To find the length of d, we can use the Pythagorean theorem.
The Pythagorean theorem states that in a right triangle, the square of the length of the hypotenuse is equal to the sum of the squares of the lengths of the other two sides.
In this case, we have a right triangle with sides of length w, h, and d.
Using the Pythagorean theorem, we can write the equation:
w^2 + h^2 = d^2
Substituting the given values:
(20 in.)^2 + (18 in.)^2 = d^2
400 in.^2 + 324 in.^2 = d^2
724 in.^2 = d^2
Taking the square root of both sides:
sqrt(724 in.^2) = sqrt(d^2)
26.909525466974098 in. = d
Rounding to the nearest tenth:
d ≈ 26.9 in.
Apologies for the incorrect answer. Let's try solving it correctly.

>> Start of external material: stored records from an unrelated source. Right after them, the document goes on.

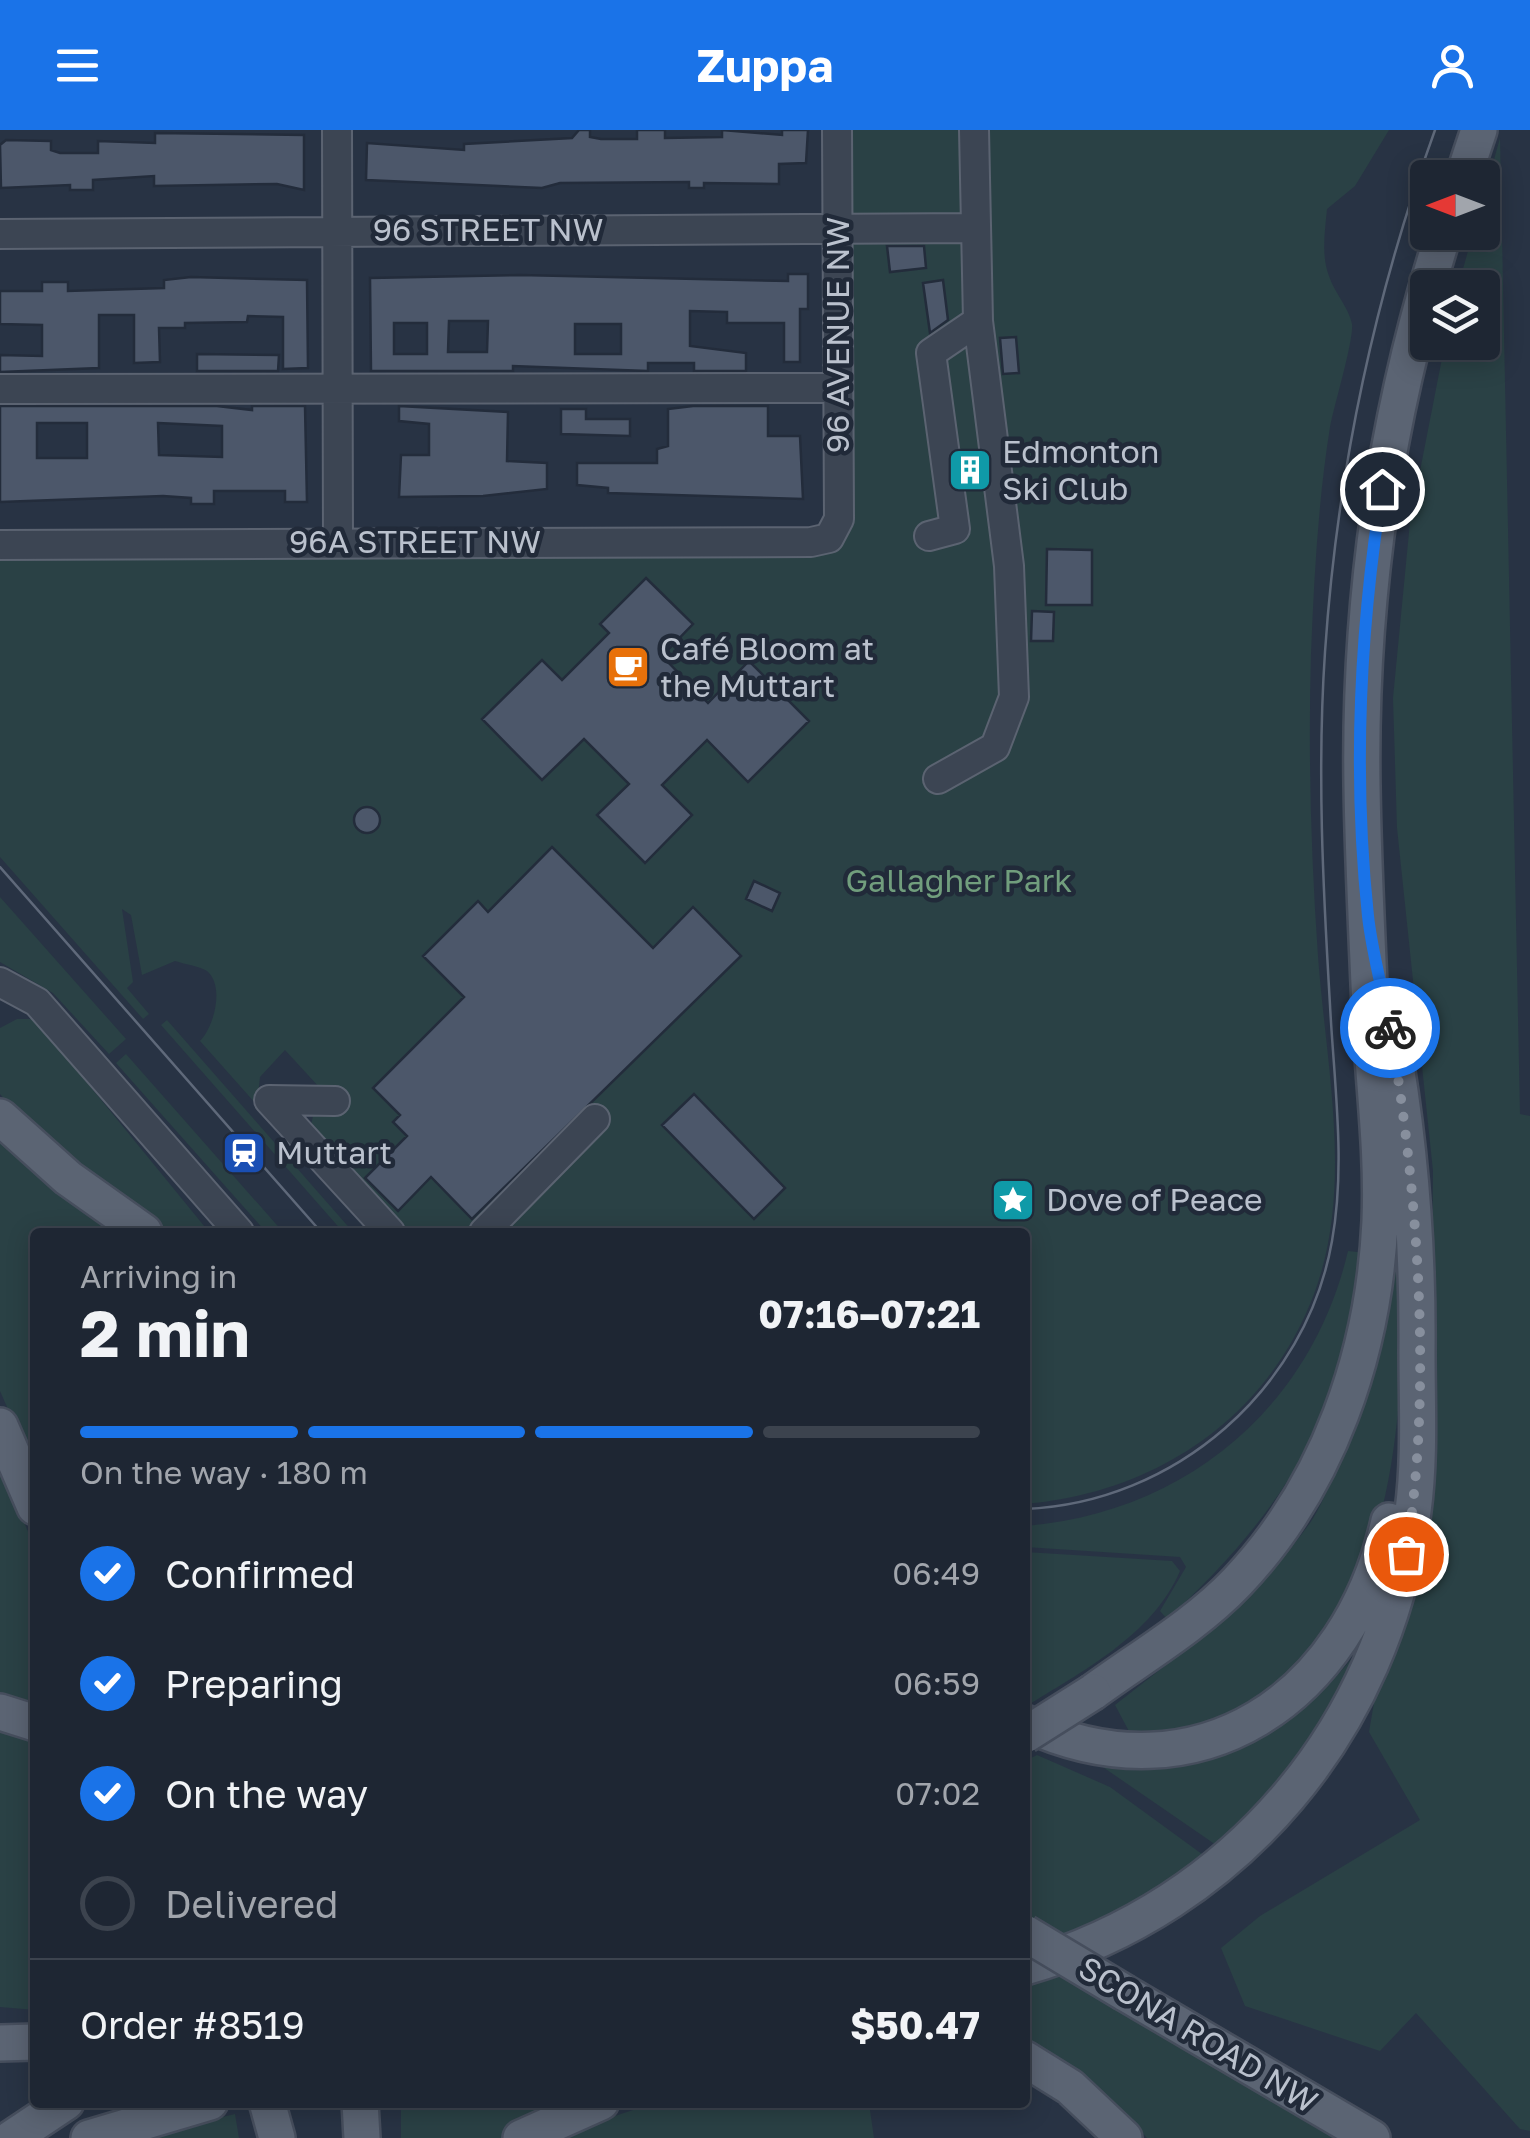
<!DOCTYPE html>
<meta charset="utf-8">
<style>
body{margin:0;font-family:"Golos Text",sans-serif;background:#2b323f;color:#f1f3f6;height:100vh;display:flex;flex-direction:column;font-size:38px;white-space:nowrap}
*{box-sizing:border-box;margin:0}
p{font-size:32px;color:#a1a5ac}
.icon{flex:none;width:55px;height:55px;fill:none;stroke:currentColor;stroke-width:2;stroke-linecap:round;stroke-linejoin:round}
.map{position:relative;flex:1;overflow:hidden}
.details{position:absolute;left:30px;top:1098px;width:1000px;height:880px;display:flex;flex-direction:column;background:#1e2633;border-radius:10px;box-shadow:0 5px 25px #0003,0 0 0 2px #3c434e}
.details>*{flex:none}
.needle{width:65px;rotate:270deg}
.tools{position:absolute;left:1410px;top:30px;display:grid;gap:20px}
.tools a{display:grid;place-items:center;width:90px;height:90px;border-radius:10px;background:#1e2633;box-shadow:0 5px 25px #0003,0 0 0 2px #3c434e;font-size:50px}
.pin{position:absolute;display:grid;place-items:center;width:85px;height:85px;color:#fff;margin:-42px;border:5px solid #fff;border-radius:50%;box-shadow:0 2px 10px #0007}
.courier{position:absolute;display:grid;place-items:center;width:100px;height:100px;margin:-50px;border:8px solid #1a73e8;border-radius:50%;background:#fff;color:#222;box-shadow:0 2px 12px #0007}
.head em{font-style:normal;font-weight:700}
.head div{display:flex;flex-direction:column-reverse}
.head{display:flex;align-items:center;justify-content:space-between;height:170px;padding:0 50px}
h1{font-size:65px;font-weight:700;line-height:75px}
.bar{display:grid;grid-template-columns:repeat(4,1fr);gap:15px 10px;align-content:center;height:120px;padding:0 50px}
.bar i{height:12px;border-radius:8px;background:#3c434e}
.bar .on{background:#1a73e8}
.bar p{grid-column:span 4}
.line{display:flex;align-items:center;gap:25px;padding:0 50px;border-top:2px solid #3c434e}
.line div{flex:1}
ol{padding:0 50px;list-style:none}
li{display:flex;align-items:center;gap:30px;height:110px}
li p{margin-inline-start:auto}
li .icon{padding:10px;border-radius:50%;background:#1a73e8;color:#fff;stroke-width:4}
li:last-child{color:#a1a5ac}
li i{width:55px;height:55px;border:5px solid #3c434e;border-radius:50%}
header{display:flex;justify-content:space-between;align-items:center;height:130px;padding:0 50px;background:#1a73e8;color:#fff;font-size:45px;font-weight:700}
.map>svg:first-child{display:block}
.green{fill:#2a4145}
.building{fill:#4c576a;stroke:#232c3b;stroke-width:2.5;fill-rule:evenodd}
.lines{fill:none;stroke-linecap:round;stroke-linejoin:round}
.minor-casing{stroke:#5b6371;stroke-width:32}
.major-casing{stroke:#464e5d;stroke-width:40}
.minor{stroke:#3c4553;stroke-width:28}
.major{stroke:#5b6473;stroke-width:35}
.tram{stroke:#5f697a;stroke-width:2.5}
.major-bridge-casing{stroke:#464e5d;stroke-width:40;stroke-linecap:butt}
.major-bridge{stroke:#5b6473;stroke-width:35}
.done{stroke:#878f9d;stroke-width:10;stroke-dasharray:0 18}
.route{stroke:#1a73e8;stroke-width:12}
.labels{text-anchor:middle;stroke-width:9;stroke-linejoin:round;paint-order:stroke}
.street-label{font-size:32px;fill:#bac1cd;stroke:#212a39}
.poi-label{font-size:32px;fill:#bac1cd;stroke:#212a39;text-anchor:start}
.park-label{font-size:32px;fill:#719e7d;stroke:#212a39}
</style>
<header><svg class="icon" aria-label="menu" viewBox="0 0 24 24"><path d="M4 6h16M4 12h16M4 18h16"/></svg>Zuppa<svg class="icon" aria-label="person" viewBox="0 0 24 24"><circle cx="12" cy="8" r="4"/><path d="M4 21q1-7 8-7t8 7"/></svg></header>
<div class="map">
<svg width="1530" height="2008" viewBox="0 0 1530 2008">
<rect width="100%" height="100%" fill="#283344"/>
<!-- green -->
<path class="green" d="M849,0h540l-34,56 -28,23c-2,22 -6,46 2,67 5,16 20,32 23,48 2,16 -18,82 -22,103 -12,76 -16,151 -19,227 -3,100 0,202 7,302 8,111 36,231 -4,338 -47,125 -159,199 -289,210v-272h-620l-95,-102 9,-43 -34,-37 -25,27 -3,28 -57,-64c14,-14 25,-55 7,-70 -8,-5 -23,-7 -32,-10l-33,14 -11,-60 -9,-6 11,73 -6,6 22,26 -6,5 -143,-162v-298l482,-7 130,5 225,-7 16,-26z
M1500,8l20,976 10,2v1015l-10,-2 -104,-116 -36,38 -135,-45 -24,-58 39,-32 160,-96 -51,-88 8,-47 53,-145 3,-369 -36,-343 -4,-130 17,-176 35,-179 37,-1v-54l-24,-1 15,-54 9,-1 1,-33z
M0,767l126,142 -17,15 -56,-61 -53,-31z
M17,889h16l7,6 169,207h-41l-150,-117 -18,-21v-66z
M167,890l186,212h-10l-182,-207z
M126,924l157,178h-17l-150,-169z
M0,1007l121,95h-86v239l-35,-80z
M1404,1034c-2,188 22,475 -189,562 -24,10 -58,8 -83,11l-17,-32c70,-55 142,-108 195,-182 10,-14 16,-32 24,-47 49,-101 57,-202 70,-312z
M1348,1121l19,2c-10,43 -15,92 -31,134 -36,92 -96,166 -169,232l-7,-8 26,-44 -6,-10 -155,-10v-21c160,-13 286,-118 323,-275z
M0,1336l35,82v159l-35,-10z
M1025,1422l147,9 8,10c-27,64 -99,101 -155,136z
M1358,1521l-65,123 -74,73 -125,-86c113,18 194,-22 264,-110z
M0,1597l35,10v273l-35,-3z
M1037,1625l73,32 96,70 -57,42 -83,38 -41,-20v-156z
M1052,1836l293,172h-198l-36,-38 -86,-56v-69z
M657,1972l212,1 5,35h-325z
M401,1973h169l-69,35h-100z
M235,1984l4,24h-105z"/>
<!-- building -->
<path class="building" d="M579,0h11v7l11,2h36v-9h28v8l57,-1v-7l60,5v-5h26l-2,33 -27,1v20l-75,-1v5h-15v-6l-129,1 -18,5 -176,-8 1,-37 97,7v-6l108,-6z
M155,3l149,2v55l-27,-6 -123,2v-10l-61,4v10h-23v-5l-69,3 -1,-43 6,-5 45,1v9l9,3h38v-12l57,2z
M887,116h37l2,22 -36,4z
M788,144h20v35h-8v53h-16v-39h-57v-11l-37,-1v35l56,7v18h-52v-8h-46v8l-135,-5v5h-142l-1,-93 150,-3 268,6zM449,191h39l-1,31h-39zM394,193h33v31h-33zM575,194h46v30h-46z
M191,147l116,3 1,88 -25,1v-52l-35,-1 -1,6 -62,1v5h-26l1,34 -26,1v-48h-35v53l-99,4v-17l42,1v-31l-42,-1v-33h42v-9h26v9l96,-3v-8z
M943,150l5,40 -18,13 -7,-50z
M1016,207l3,36 -16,1 -3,-36z
M197,224l82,1 -1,16h-81z
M0,276h217l35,4v-4h53l2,96h-22v-11h-71v13h-23v-6l-28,-2 -163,6zM37,293h50v35h-50zM158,293l64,3v31l-63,-2z
M399,276l109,6 -1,49 40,2v26l-64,7 -84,1 2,-42h28v-31l-30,-3z
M693,276h75v30h32l3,63 -195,-6v-5l-31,-3v-22h80v-14l11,-3v-37z
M561,279h25v10h44v17l-69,-2z
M1047,419l45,1v55h-46z
M646,448l47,46 -31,32 46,47 41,-42 60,60 -61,61 -41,-42 -45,45 30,30 -47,48 -48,-48 32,-31 -45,-45 -42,41 -60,-61 60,-59 20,20 47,-47 -9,-9z
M1032,481l22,1 -1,29h-22z
M354 690a13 13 0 1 1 26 0a13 13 0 1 1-26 0Z
M552,717l101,101 40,-41 48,49 -269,263 -41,-42 -33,34 -33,-33 42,-42 -14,-14 7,-7 -27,-27 91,-91 -41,-41 55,-55 10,11z
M754,751l26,12 -8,18 -26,-12z
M694,964l91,94 -31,31 -92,-94z"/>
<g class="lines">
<!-- minor casing -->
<g class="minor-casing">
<path id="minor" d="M337,0l1,413
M0,104l976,-6
M0,259l838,-1
M929,406l26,-7 -24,-176 47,-32 -4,-191
M0,415l811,-3 18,-4 10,-19 -2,-389
M938,649l57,-32 19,-50 -5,-131 -31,-245
M0,852l37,20 202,230
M335,971l-66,-1 121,132
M484,1102l111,-113"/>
</g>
<!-- major casing -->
<g class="major-casing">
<path id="major" d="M1463,48l16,-48
M0,987l68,61 76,54
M0,1296l35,81
M1093,1562c48,-35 103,-67 144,-110 92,-97 137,-229 143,-361 3,-71 -7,-142 -10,-213 -3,-74 -7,-148 -8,-222 -3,-189 24,-374 82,-554
M0,1582l35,11
M1025,1593c174,81 325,-26 364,-202
M1025,1837c211,-61 360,-239 388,-456 7,-52 4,-106 4,-159 1,-106 -7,-211 -26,-316
M1125,1863l247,145
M0,1913l35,-1
M1025,1929l45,28 54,51
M267,1972l10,36
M360,1972l2,36
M12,2008l54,-36
M89,2008l121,-36
M521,2008l80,-36"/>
</g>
<!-- minor -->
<use href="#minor" class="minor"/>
<!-- major -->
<use href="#major" class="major"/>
<!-- tram -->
<path class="tram" d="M0,737l321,365
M1025,1379c150,-6 281,-120 307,-268 14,-77 2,-158 -2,-236 -7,-118 -13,-235 -5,-353 12,-178 49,-354 110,-522"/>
<!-- major-bridge casing -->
<g class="major-bridge-casing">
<path id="major-bridge" d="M1025,1605l68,-43
M1025,1803l100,60"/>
</g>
<!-- major-bridge -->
<use href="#major-bridge" class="major-bridge"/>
</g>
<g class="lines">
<!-- done -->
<path class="done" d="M1390,898c28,162 43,363 16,526"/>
<!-- route -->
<path class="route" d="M1382,359c-22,139 -29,286 -14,427 4,37 15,75 22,112"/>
</g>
<!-- icons -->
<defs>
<g id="building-square" transform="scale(2.25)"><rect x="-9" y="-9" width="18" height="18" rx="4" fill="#0f9aa8" stroke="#212a39"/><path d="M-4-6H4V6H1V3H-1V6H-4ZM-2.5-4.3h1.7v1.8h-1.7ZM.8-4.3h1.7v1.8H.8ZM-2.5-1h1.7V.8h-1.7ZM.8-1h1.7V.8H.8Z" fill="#fff"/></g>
<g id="cafe-square" transform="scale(2.25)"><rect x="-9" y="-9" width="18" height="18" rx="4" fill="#e8710a" stroke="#212a39"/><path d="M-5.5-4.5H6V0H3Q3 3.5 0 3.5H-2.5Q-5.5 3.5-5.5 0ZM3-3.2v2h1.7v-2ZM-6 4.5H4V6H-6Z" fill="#fff"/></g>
<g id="station-square" transform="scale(2.25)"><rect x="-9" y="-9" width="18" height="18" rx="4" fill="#1a4fb4" stroke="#212a39"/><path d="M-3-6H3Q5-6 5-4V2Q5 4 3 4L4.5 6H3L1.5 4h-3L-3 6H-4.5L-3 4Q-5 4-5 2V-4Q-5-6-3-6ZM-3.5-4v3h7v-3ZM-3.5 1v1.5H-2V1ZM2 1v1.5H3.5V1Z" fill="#fff"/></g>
<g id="sight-square" transform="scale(2.25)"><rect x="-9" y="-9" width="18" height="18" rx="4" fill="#0f9aa8" stroke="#212a39"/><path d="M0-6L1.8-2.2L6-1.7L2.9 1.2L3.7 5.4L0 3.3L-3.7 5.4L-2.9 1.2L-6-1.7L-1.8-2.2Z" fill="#fff"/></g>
</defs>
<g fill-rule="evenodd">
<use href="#building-square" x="970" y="340"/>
<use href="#cafe-square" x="628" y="537"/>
<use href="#station-square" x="244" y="1023"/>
<use href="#sight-square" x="1013" y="1070"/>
</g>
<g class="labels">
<!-- street labels -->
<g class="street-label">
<text x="488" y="111">96 STREET NW</text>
<text transform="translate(838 205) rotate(-90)" y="11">96 AVENUE NW</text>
<text x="415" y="423">96A STREET NW</text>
<text transform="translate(1198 1905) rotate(31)" y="11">SCONA ROAD NW</text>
</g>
<!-- poi labels -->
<g class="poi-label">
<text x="1002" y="333">Edmonton<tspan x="1002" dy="37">Ski Club</tspan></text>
<text x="660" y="530">Café Bloom at<tspan x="660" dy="37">the Muttart</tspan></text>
<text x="276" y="1034">Muttart</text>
<text x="1046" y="1081">Dove of Peace</text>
</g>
<!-- park labels -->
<g class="park-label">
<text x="959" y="762">Gallagher Park</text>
</g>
</g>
</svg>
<div class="tools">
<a><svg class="needle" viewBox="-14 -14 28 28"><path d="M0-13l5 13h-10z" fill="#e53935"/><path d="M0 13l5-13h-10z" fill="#a1a5ac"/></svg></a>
<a><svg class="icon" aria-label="layers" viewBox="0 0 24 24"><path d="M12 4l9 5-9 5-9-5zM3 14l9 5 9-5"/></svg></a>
</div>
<div class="pin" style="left:1406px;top:1424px;background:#ea580c"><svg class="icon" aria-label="bag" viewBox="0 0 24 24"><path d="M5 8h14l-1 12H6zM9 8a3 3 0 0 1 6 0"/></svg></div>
<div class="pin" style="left:1382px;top:359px;background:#1f2937"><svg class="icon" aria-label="home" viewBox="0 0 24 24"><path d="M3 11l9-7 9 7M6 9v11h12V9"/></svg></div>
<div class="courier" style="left:1390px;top:898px"><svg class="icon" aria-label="bike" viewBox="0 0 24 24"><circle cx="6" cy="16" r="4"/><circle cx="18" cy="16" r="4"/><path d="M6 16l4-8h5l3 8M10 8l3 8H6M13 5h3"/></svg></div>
<section class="details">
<div class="head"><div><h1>2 min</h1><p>Arriving in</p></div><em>07:16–07:21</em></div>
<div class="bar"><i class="on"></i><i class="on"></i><i class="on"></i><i></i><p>On the way · 180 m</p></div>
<ol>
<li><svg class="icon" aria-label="check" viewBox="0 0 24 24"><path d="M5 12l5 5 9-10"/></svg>Confirmed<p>06:49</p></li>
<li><svg class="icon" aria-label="check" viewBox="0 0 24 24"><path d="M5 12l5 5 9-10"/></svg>Preparing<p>06:59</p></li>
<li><svg class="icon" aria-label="check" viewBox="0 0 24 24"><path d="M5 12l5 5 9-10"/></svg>On the way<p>07:02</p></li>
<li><i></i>Delivered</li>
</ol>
<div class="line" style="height:130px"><div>Order #8519</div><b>$50.47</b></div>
</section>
</div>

To find the length of d, we can use the Pythagorean theorem.
The Pythagorean theorem states that in a right triangle, the square of the length of the hypotenuse is equal to the sum of the squares of the lengths of the other two sides.
In this case, we have a right triangle with sides of length w, h, and d.
Using the Pythagorean theorem, we can write the equation:
w^2 + h^2 = d^2
Substituting the given values:
(20 in.)^2 + (18 in.)^2 = d^2
400 in.^2 + 324 in.^2 = d^2
724 in.^2 = d^2
Taking the square root of both sides:
d = sqrt(724 in.^2)
d ≈ 26.93 in. (rounded to two decimal places)
Therefore, the length of d is approximately 26.93 inches.